UM INTERESSE legítimo, assim como uma noção de discrição, pode ter levado Poggio a pedir primeiro para ver obras pouco conhecidas de um dos maiores pais da igreja, Tertuliano. Então, quando os manuscritos foram trazidos até sua mesa, ele mergulhou, com o que deve ter parecido um entusiasmo cada vez maior, numa série de autores romanos cujas obras eram totalmente desconhecidas para ele e para qualquer um dos outros humanistas.

Embora Poggio não tenha revelado precisamente onde, ele revelou -a bem da verdade, anunciou aos quatro ventos- o que encontrou. Pois o que todos os caçadores de livros sonhavam estava realmente acontecendo.

Poggio abriu um poema épico de cerca de 14 mil versos sobre as guerras entre Roma e Cartago. Ele pode ter reconhecido o nome do autor, Sílio Itálico, embora até aquele momento nenhuma de suas obras tivesse aparecido.

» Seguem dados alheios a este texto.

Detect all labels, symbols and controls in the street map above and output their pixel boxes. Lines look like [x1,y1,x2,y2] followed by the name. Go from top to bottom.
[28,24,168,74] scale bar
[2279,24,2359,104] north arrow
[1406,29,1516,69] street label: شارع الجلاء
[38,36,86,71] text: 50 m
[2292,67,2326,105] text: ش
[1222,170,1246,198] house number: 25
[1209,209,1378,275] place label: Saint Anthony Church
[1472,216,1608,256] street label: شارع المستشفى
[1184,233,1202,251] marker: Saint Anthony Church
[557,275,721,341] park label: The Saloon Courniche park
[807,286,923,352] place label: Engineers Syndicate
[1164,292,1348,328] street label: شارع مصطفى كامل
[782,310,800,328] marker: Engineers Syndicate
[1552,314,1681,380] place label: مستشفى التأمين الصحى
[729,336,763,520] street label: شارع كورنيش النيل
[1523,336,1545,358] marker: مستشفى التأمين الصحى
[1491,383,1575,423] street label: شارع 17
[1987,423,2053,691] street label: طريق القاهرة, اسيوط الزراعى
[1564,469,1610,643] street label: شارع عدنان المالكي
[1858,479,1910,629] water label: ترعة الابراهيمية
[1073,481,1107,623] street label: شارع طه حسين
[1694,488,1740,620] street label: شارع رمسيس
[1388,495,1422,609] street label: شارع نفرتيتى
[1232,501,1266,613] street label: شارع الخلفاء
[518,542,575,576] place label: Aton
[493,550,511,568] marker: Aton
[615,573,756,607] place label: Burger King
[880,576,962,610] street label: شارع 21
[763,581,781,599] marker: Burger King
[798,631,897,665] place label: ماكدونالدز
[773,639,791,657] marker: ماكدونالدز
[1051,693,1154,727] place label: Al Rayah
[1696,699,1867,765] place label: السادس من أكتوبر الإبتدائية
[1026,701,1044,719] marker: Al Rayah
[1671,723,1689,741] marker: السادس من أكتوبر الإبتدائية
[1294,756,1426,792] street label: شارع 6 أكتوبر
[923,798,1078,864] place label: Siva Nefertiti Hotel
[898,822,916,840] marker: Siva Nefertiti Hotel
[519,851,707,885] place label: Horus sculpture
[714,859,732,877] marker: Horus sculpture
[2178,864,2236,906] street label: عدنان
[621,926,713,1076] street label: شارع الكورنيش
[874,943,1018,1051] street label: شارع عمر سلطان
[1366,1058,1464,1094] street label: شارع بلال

Político hábil e orador astuto e inescrupuloso, Sílio havia conseguido sobreviver aos reinados assassinos de Calígula, Nero e Domiciano.

Em sua aposentadoria, Plínio o Jovem escreveu com refinada ironia, ele "obliterara pelo louvável uso que fez do tempo livre a mácula que tinha criado por seus ativos esforços de dias passados".1 Agora Poggio e seus amigos poderiam se deliciar com um dos frutos de seu tempo livre.

Ele abriu outro poema longo, dessa vez de um autor, Mânlio, cujo nome o caçador de livros certamente não teria reconhecido, pois não é mencionado por nenhum autor antigo que tenha sobrevivido. Poggio viu de pronto que se tratava de uma obra erudita sobre astronomia e teria sido capaz de dizer, pelo estilo e pelas alusões do poeta, que o texto havia sido escrito bem no começo do império, durante os reinados de Augusto e Tibério.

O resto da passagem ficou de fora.